Dataset entries:
* * * * *

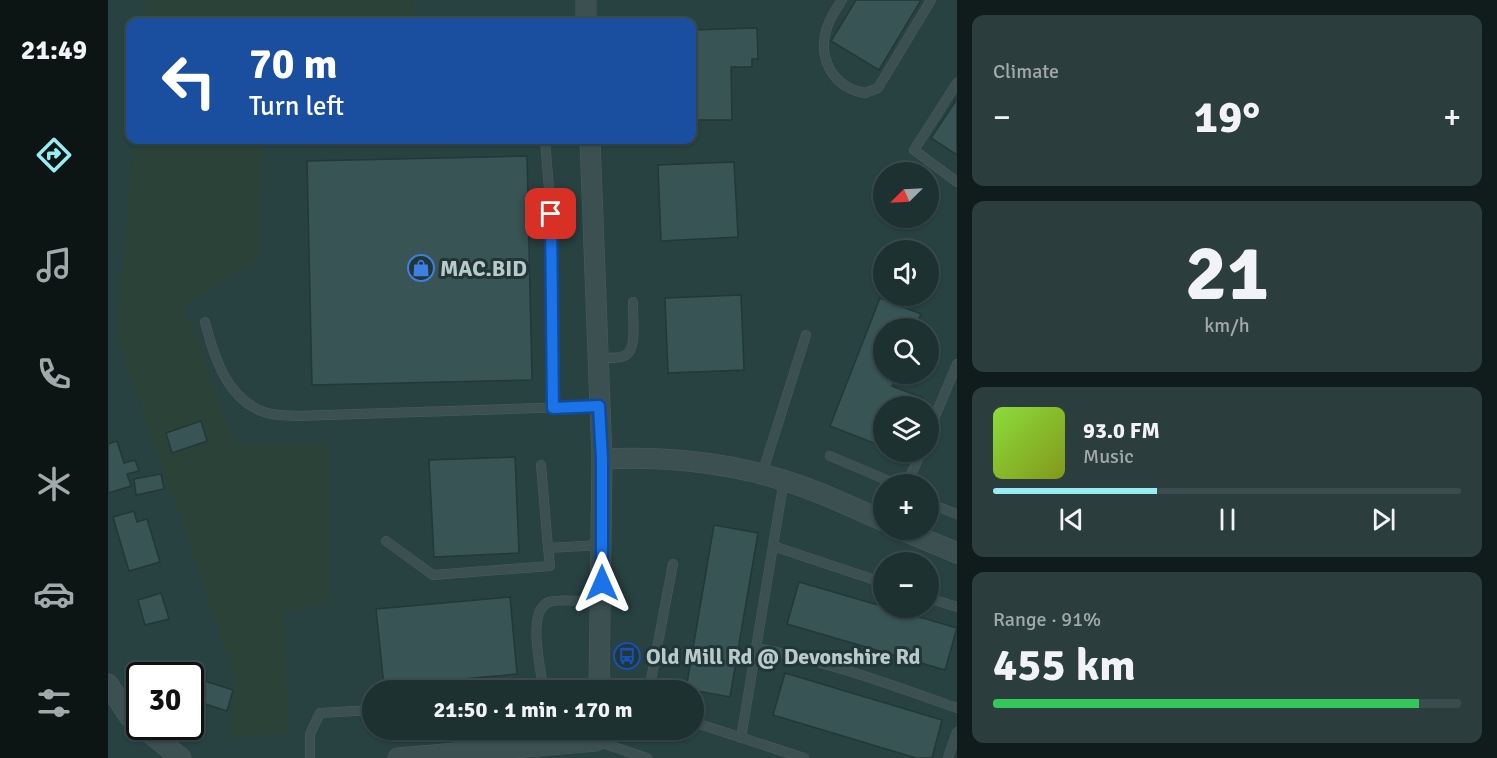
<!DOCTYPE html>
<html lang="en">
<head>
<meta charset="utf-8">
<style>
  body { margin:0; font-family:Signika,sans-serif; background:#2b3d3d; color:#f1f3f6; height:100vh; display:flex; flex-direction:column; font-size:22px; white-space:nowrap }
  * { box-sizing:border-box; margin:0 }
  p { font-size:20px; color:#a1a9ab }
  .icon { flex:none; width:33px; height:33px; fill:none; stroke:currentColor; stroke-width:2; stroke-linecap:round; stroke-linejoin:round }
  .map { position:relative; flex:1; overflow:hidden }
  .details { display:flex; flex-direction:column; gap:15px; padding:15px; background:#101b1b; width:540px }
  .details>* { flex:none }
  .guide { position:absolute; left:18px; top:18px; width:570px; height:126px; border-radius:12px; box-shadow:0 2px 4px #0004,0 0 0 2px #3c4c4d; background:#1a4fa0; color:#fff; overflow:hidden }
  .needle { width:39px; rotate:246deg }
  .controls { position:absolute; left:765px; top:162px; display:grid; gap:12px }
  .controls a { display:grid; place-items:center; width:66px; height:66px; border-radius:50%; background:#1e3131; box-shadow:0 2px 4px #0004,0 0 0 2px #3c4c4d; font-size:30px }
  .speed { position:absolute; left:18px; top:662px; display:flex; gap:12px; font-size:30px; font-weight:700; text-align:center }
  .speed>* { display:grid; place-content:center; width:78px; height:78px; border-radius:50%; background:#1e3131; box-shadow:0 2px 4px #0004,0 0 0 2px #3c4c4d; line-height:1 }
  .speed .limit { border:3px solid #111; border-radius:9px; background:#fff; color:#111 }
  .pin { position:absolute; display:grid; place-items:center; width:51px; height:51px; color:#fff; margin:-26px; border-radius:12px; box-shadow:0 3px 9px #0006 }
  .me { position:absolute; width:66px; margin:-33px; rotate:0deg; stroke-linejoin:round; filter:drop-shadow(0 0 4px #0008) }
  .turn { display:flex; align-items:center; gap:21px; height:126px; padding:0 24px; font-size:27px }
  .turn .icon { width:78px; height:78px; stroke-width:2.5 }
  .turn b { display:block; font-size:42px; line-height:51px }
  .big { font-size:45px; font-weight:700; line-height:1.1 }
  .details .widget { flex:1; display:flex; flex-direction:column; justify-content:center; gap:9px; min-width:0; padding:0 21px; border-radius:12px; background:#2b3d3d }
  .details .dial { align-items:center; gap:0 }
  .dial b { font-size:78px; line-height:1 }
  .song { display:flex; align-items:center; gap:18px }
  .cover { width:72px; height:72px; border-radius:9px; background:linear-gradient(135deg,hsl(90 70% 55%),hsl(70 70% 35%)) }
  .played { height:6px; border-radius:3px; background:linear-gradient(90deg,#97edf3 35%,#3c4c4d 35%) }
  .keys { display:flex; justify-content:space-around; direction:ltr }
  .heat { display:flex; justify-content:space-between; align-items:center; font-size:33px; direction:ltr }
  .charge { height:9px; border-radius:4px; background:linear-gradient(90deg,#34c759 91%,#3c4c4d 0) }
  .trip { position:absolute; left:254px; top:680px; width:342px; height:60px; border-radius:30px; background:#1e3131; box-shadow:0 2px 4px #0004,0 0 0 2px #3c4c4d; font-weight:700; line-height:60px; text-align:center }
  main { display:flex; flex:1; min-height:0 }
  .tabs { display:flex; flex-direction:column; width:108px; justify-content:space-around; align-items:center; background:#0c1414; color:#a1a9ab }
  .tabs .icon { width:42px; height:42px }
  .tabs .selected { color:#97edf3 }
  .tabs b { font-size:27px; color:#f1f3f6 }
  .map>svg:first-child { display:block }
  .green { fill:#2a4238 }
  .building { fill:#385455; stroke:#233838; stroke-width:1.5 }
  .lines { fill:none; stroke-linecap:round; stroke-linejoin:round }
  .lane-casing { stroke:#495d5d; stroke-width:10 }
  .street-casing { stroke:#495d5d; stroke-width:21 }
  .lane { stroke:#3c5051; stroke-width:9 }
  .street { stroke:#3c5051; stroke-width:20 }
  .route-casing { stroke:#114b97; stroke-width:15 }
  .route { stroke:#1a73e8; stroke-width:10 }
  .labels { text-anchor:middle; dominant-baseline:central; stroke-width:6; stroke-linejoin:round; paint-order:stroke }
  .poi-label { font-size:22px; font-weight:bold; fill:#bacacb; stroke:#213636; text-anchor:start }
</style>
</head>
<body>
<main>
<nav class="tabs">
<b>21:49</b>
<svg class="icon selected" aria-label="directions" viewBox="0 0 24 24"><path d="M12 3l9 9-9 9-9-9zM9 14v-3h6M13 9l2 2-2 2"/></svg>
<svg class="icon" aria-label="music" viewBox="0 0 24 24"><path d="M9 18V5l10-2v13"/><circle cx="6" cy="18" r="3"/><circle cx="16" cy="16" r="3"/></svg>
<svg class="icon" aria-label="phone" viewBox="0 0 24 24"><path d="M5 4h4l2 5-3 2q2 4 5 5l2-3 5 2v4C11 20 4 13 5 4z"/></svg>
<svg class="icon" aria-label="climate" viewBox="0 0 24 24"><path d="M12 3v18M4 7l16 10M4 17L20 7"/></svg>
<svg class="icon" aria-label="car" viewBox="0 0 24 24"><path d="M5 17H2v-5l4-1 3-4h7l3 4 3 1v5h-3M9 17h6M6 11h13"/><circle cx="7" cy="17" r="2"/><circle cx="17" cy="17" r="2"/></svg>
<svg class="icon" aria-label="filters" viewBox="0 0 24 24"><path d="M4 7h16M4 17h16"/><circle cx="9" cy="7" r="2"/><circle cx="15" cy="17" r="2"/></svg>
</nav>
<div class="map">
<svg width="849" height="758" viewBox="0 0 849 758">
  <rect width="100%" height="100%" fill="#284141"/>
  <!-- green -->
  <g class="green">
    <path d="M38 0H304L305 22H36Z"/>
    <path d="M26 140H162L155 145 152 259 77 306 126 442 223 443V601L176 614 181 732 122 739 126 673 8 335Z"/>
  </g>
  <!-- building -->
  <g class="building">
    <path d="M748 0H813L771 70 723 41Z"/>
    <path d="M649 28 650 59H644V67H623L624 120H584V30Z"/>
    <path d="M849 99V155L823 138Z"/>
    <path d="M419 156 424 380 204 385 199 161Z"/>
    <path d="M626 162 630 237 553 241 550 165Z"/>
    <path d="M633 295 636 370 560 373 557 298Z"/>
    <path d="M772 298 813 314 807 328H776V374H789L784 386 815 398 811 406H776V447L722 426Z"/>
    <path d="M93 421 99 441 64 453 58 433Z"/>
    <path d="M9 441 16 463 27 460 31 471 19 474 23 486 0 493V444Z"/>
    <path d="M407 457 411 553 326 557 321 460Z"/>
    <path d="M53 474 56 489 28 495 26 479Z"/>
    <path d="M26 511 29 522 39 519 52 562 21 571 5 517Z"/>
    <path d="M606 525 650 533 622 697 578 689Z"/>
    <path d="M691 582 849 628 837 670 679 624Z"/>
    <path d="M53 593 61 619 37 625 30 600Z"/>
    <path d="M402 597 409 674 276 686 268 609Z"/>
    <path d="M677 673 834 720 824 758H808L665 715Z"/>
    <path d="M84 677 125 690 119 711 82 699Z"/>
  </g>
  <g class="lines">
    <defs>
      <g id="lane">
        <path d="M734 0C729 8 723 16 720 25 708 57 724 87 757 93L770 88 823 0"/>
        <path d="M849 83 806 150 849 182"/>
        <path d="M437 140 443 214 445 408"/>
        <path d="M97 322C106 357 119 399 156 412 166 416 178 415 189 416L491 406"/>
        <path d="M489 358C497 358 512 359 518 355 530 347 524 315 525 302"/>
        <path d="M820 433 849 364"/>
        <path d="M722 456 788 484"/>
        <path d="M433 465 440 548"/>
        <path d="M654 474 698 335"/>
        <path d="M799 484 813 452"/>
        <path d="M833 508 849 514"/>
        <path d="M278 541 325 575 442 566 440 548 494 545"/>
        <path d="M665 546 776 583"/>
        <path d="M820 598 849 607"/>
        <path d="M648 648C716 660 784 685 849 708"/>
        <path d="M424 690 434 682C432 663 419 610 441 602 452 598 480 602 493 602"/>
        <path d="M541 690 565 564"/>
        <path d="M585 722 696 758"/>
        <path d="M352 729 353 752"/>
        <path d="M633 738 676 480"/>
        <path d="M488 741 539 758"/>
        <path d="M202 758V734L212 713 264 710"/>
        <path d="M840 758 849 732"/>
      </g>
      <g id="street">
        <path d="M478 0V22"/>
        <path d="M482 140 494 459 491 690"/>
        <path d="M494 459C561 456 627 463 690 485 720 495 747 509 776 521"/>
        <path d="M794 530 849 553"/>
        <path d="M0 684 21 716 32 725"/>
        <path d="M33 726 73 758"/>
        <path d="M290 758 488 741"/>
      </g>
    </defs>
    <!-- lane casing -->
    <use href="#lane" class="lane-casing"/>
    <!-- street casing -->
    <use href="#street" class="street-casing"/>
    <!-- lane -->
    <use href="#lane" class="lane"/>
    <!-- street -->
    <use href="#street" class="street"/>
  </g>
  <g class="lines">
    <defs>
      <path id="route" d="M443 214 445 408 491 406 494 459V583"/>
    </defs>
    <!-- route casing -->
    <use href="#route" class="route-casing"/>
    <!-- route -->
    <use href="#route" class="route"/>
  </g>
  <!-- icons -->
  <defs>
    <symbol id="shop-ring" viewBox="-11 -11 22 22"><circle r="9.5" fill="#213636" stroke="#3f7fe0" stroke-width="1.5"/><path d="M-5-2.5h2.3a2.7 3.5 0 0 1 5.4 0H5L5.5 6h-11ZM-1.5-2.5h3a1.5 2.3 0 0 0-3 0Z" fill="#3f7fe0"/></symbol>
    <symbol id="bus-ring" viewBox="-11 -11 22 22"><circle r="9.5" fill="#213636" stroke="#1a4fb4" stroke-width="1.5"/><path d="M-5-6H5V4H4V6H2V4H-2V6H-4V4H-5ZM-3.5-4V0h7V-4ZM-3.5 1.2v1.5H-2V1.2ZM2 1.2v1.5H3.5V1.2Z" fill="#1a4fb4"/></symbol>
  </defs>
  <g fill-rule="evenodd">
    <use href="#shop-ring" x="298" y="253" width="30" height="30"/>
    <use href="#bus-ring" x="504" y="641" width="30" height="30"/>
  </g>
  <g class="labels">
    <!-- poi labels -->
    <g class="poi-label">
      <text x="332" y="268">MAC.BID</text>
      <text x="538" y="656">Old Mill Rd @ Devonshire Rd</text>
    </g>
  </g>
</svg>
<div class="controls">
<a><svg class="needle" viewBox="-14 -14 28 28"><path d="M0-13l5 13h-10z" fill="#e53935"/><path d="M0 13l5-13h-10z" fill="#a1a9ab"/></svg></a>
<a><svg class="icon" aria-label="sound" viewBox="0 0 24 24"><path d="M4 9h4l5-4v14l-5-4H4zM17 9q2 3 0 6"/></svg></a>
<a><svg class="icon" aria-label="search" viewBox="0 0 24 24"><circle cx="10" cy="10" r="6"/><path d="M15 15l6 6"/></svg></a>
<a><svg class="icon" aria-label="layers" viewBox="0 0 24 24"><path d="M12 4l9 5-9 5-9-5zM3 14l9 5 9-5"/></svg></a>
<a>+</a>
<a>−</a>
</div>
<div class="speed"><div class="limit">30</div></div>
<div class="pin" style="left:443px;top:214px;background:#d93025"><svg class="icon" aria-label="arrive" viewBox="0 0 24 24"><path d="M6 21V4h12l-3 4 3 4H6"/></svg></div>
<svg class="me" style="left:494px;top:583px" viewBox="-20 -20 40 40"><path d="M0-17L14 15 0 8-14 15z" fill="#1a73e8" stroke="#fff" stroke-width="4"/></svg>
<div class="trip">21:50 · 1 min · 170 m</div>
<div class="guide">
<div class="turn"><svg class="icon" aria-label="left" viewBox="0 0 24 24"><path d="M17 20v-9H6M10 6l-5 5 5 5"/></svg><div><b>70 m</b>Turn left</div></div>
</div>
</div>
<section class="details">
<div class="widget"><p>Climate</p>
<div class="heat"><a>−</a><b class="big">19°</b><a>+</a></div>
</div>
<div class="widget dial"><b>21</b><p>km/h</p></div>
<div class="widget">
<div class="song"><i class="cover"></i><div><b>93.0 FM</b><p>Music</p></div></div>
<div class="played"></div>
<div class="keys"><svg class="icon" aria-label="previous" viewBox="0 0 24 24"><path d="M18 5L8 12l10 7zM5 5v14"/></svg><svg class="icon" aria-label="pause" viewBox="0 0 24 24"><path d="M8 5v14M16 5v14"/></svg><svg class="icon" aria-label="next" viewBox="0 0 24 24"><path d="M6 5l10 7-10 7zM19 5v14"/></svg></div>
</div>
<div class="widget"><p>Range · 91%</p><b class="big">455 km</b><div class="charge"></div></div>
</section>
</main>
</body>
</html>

* * * * *

### TRY IT
A single figure is required: the number of lines in the entries that hold the string "played".

### ANSWER BOX
2